Hide Armor (AC 6)

Description: Hide armor is made from the thick hide of a very large animal (an elephant, for example) or from many layers of normal leather from common animals, like cows.

Campaign Use: Hide armor is much too thick, heavy, and inflexible to be used much in the advanced human cultures. Its weight is comparable to chain mail, but its protection is less. However, among the barbaric humanoid masses throughout the dark forests and misty jungles of the world, hide armor is common.

Because of its simple construction, any race with Low Intelligence or better can make suitable hide armor. All that is required is a dead animal and someone to wear its skin. Since no effort to tan the hide is necessary to get basic protection, creatures with a desire for excellent protection at a fair price (i.e., usually free) find hide armor ideal for everyday use. Proper tanning, of course, improves the armor's life (and acceptance in polite society).

The smell of untanned armor, as any ogre can testify, is something a warrior must get used to.

As mentioned in the section on
leather armor , the stiffness that results when hide armor dries completely isn't considered a drawback by humanoids. (In fact, without that stiffness, the hide would lose one level of armor class protection.) For only a little bit of work, any humanoid worth his hit dice can start adventuring at AC 6 and begin hunting for a shield.

Ironically, while leather armor may allow greater freedom of movement, durability, and a more pleasant appearance and smell, hide armor is actually two levels of protection better (AC 6 instead of AC 8). It illustrates that humans trust their dexterity and intelligence to aid in avoiding wounds during combat, while less-intelligent humanoids typically rely on reducing the chances of a vital strike with a thicker armor.

Like
padded armor, hide armor is often decorated to show tribal allegiances. Commonly, the type of creature used to make the armor is sufficient to denote clan alliance, as with the Hydra clan fire giants or the Black Bear ogres.

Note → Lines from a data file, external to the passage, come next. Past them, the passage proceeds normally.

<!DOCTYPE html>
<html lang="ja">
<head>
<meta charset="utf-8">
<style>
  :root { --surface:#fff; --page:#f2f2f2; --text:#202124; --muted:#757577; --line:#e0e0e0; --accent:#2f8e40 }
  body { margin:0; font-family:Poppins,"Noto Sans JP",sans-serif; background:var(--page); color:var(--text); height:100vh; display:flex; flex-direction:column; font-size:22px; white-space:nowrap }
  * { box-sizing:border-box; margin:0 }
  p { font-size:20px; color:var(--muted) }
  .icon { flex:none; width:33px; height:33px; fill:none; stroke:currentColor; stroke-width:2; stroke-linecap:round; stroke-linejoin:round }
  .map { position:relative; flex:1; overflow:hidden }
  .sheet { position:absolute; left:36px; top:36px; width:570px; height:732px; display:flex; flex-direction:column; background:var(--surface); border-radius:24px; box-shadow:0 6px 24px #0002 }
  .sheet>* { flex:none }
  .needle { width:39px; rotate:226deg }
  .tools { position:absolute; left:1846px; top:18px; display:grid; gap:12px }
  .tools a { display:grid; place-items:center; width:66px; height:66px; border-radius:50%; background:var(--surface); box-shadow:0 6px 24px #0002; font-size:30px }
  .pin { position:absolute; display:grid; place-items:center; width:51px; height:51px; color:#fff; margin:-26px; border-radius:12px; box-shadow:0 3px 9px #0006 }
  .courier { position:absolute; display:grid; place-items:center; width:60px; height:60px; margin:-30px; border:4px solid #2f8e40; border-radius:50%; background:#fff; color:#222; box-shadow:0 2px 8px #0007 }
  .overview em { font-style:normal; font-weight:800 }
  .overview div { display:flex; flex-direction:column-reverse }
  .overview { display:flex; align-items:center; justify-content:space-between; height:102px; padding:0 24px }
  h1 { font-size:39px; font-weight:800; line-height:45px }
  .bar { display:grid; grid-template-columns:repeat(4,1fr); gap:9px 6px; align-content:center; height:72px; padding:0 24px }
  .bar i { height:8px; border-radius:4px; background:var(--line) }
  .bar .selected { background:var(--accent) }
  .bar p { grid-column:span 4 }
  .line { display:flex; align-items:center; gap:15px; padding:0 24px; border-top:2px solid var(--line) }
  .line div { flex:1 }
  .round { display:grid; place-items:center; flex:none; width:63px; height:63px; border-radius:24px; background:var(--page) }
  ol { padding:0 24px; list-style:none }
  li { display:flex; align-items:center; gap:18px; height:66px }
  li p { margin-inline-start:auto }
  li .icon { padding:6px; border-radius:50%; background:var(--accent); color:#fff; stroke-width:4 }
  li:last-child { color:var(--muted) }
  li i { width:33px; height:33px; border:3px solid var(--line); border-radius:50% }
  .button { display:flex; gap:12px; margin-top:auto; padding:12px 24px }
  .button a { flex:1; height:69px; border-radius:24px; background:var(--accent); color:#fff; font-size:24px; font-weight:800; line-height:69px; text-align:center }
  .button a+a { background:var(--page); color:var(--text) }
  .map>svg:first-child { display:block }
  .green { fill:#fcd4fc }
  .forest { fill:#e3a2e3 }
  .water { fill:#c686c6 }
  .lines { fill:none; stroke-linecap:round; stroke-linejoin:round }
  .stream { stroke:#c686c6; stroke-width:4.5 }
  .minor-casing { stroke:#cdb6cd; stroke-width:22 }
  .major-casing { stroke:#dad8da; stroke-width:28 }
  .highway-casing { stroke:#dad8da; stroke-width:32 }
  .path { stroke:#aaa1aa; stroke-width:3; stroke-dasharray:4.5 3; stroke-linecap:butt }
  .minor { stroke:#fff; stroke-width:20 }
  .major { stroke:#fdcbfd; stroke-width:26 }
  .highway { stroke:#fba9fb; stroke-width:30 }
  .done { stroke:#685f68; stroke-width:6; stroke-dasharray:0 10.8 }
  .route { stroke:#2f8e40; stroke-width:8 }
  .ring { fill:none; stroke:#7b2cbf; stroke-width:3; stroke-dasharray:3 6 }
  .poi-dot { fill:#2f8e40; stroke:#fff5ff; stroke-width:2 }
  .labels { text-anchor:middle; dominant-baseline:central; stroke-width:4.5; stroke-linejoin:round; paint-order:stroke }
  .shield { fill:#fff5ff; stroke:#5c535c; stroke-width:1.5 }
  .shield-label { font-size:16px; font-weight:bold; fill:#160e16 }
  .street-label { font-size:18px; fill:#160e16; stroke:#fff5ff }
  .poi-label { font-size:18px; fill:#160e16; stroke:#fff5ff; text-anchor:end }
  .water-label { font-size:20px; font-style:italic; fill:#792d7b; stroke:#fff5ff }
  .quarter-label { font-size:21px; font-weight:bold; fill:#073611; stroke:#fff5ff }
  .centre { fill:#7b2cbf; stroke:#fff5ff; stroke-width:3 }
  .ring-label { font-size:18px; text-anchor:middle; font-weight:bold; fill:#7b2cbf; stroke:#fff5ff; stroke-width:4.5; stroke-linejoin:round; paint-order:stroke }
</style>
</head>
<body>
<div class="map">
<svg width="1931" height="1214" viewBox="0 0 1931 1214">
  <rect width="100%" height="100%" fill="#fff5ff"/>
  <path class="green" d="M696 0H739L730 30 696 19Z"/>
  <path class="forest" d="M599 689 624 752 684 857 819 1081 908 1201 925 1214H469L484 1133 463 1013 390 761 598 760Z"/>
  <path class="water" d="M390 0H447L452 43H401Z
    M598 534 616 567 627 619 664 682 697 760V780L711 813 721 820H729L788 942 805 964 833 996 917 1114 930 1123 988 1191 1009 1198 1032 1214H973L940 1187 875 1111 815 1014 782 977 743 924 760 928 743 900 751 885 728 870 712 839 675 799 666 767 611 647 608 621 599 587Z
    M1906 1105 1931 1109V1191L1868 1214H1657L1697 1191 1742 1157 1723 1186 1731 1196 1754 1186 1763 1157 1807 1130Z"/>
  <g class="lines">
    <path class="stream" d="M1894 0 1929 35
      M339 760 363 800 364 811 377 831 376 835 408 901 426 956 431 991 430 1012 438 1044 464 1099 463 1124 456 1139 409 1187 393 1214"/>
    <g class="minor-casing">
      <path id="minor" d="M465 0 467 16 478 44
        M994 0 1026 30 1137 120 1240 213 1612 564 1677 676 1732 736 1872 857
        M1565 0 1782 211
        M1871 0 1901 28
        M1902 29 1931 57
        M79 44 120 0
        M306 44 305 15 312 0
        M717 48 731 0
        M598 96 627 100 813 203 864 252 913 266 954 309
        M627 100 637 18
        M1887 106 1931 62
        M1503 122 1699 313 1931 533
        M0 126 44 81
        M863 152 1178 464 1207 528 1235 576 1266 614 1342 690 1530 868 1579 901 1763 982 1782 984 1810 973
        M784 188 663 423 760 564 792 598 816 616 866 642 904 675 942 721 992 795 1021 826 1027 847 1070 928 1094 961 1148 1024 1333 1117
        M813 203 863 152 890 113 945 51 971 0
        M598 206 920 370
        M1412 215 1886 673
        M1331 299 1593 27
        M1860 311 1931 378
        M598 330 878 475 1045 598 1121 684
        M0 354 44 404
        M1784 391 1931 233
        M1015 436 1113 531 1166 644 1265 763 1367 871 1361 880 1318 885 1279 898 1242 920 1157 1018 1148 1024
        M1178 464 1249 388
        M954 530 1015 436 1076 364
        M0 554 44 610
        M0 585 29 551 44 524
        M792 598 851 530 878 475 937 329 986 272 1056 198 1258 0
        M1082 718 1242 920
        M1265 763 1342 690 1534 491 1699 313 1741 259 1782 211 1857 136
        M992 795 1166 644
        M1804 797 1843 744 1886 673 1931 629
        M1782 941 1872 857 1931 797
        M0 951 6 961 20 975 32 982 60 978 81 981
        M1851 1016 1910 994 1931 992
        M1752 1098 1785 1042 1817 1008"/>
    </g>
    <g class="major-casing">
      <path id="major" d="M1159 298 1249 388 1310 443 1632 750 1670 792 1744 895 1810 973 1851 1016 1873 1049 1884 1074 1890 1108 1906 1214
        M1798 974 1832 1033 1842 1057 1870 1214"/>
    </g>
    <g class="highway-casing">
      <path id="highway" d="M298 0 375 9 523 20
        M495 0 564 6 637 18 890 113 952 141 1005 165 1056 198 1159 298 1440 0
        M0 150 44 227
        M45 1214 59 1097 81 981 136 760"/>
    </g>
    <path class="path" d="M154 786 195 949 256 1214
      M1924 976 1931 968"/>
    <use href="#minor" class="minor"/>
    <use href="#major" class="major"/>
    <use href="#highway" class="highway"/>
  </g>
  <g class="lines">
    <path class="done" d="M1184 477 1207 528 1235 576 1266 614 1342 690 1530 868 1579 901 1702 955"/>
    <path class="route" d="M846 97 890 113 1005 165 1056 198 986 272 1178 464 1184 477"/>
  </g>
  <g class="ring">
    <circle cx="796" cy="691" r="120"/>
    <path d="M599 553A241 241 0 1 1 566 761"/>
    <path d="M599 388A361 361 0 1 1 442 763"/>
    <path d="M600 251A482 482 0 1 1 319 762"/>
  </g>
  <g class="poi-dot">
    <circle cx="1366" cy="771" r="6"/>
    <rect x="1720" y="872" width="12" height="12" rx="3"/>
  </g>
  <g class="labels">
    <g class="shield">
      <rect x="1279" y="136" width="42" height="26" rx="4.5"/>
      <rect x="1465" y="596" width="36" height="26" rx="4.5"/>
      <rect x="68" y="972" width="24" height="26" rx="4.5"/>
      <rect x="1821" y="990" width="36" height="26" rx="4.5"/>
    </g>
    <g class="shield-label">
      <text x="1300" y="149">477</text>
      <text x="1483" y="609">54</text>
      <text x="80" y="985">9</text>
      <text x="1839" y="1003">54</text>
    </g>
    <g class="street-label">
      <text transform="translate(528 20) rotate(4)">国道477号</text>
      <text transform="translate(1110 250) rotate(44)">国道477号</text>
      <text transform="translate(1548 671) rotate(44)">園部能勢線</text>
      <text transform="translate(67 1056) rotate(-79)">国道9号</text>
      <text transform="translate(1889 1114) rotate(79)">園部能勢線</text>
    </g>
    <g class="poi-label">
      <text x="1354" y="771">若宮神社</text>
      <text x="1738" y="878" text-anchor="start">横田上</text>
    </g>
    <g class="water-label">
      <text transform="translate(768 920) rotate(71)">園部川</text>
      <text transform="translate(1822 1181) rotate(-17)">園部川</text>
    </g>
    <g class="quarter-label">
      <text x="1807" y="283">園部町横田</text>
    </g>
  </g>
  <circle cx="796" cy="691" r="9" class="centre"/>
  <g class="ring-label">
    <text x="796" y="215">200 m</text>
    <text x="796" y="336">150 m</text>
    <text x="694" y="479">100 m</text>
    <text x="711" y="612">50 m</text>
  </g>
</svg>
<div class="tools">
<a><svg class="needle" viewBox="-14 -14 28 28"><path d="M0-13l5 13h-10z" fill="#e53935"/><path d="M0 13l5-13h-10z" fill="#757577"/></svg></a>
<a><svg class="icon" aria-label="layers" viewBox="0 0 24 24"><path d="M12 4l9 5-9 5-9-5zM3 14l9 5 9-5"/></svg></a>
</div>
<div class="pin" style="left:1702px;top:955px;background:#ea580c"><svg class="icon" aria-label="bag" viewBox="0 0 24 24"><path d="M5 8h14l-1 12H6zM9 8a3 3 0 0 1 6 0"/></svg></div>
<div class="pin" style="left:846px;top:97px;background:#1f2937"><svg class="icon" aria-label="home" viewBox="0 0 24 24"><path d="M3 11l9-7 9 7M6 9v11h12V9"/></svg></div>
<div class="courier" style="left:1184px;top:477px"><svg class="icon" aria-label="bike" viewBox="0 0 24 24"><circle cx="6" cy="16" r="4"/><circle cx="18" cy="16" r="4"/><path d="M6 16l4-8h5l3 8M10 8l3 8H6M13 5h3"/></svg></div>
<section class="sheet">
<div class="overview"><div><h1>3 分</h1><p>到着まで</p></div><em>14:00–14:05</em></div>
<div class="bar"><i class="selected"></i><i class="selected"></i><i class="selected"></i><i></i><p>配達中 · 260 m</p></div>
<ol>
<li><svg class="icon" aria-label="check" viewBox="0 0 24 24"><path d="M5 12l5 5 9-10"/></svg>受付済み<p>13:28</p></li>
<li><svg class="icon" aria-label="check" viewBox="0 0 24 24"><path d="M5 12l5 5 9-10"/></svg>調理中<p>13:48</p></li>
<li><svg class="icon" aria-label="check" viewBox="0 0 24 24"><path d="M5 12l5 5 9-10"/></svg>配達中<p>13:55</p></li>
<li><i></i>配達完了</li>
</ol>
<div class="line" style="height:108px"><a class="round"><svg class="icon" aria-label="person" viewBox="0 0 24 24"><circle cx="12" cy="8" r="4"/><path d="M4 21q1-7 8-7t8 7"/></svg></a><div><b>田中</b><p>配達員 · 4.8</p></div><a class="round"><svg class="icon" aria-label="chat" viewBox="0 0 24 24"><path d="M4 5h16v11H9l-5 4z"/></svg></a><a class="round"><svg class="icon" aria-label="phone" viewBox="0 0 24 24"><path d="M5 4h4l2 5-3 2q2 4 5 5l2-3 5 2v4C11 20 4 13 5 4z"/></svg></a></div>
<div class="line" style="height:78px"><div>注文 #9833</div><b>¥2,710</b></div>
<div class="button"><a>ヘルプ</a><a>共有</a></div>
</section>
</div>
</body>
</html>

Unique to the humanoid races is the habit of affixing some part of one's notable kill to one's hide armor. While this doesn't affect the armor class rating of this armor in any substantial way, it does tend to make one less popular around the civilized campfire but more important around the humanoid or barbarian camp. Importantly, these trophies, which often include such grisly things as skulls, scalps, teeth and claws, are considered a sign of ferocity and ruthlessness and are therefore seen most commonly among high leaders and shamans.

The equivalent of hide armor among humans and demihuman races is layered leather armor, wherein many layers of normal leather armor are bonded to one another to form a heavy, thick plate of protection. This armor is considered hide armor with regard to weight and cost, but does not suffer the problems of odor and disease seen in hide and padded armors.

Few human cultures employ hide armor extensively. Most notably, certain northern barbarian tribes commonly wear thick hide armor. Some of these tribesmen actually believe that the hide armor gives them animal-like strength and powers, and that human armors like
chain and plate mail actually rob them of their innate combat instincts. While this may be dismissed as ignorant superstition, there are shamans of the northern wastes who tell great tales of famous suits of hide armor, blessed with the spirits of the animals from which they came.

Whether or not special hide armor exists (like the White Skin of Umpluutu, which allows the wearer to shapechange into a polar bear) is up to the DM, but hide armor offers unique avenues in a barbarian or primitive campaign.